(Problem to work on):
The response must contain each line of the material that holds "Maxey".

(Extracted material):
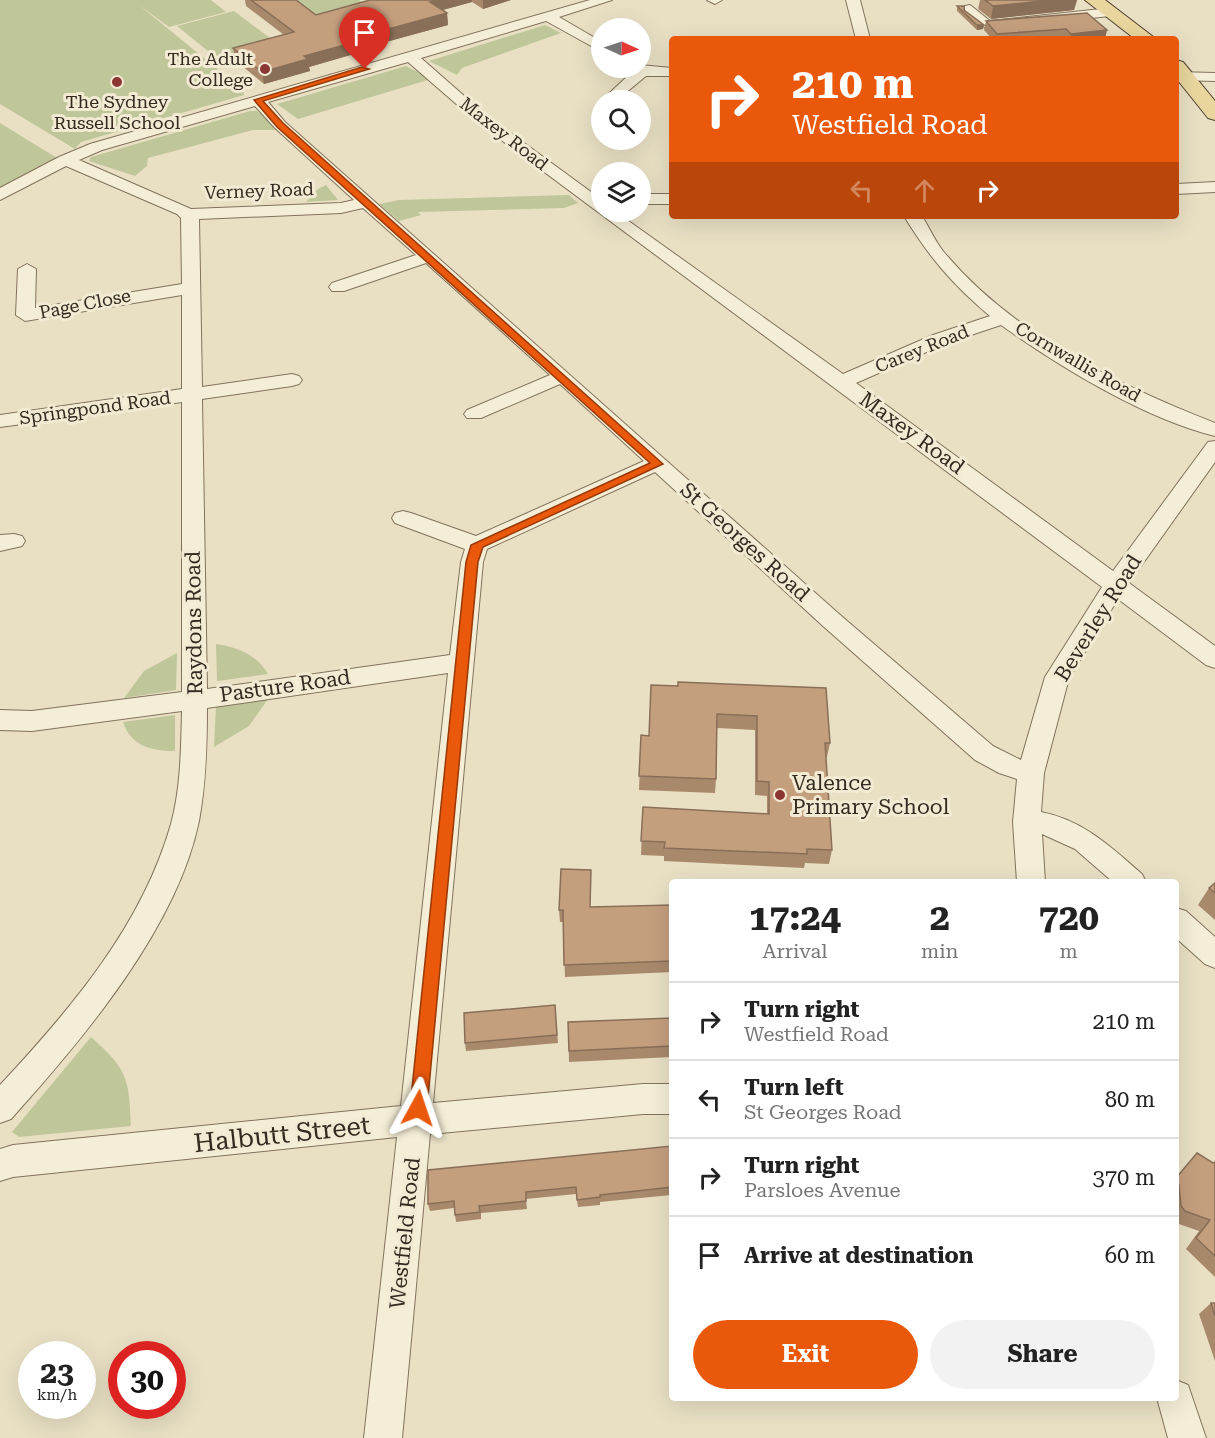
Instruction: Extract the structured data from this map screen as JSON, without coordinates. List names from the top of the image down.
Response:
{
  "streets": {
    "street": [
      "Maxey Road",
      "Verney Road",
      "Page Close",
      "Carey Road",
      "Cornwallis Road",
      "Springpond Road",
      "St Georges Road",
      "Beverley Road",
      "Raydons Road",
      "Pasture Road",
      "Halbutt Street",
      "Westfield Road"
    ]
  },
  "crossings": [
    ["Maxey Road", "Carey Road"],
    ["Maxey Road", "Beverley Road"],
    ["Verney Road", "St Georges Road"],
    ["Verney Road", "Raydons Road"],
    ["Page Close", "Raydons Road"],
    ["Carey Road", "Cornwallis Road"],
    ["Springpond Road", "Raydons Road"],
    ["St Georges Road", "Beverley Road"],
    ["Raydons Road", "Pasture Road"],
    ["Pasture Road", "Westfield Road"],
    ["Halbutt Street", "Westfield Road"]
  ],
  "places": ["The Adult College", "The Sydney Russell School", "Valence Primary School"],
  "north": "right",
  "page": {
    "turn": ["210 m", "Westfield Road"],
    "eta": [
      "17:24",
      "Arrival",
      "2",
      "min",
      "720",
      "m"
    ],
    "list": [
      {
        "name": "Turn right",
        "note": "Westfield Road",
        "value": "210 m"
      },
      {
        "name": "Turn left",
        "note": "St Georges Road",
        "value": "80 m"
      },
      {
        "name": "Turn right",
        "note": "Parsloes Avenue",
        "value": "370 m"
      },
      {
        "name": "Arrive at destination",
        "value": "60 m"
      }
    ],
    "buttons": ["Exit", "Share"],
    "speed": "23 km/h",
    "limit": "30"
  }
}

(Final answer):
      "Maxey Road",
    ["Maxey Road", "Carey Road"],
    ["Maxey Road", "Beverley Road"],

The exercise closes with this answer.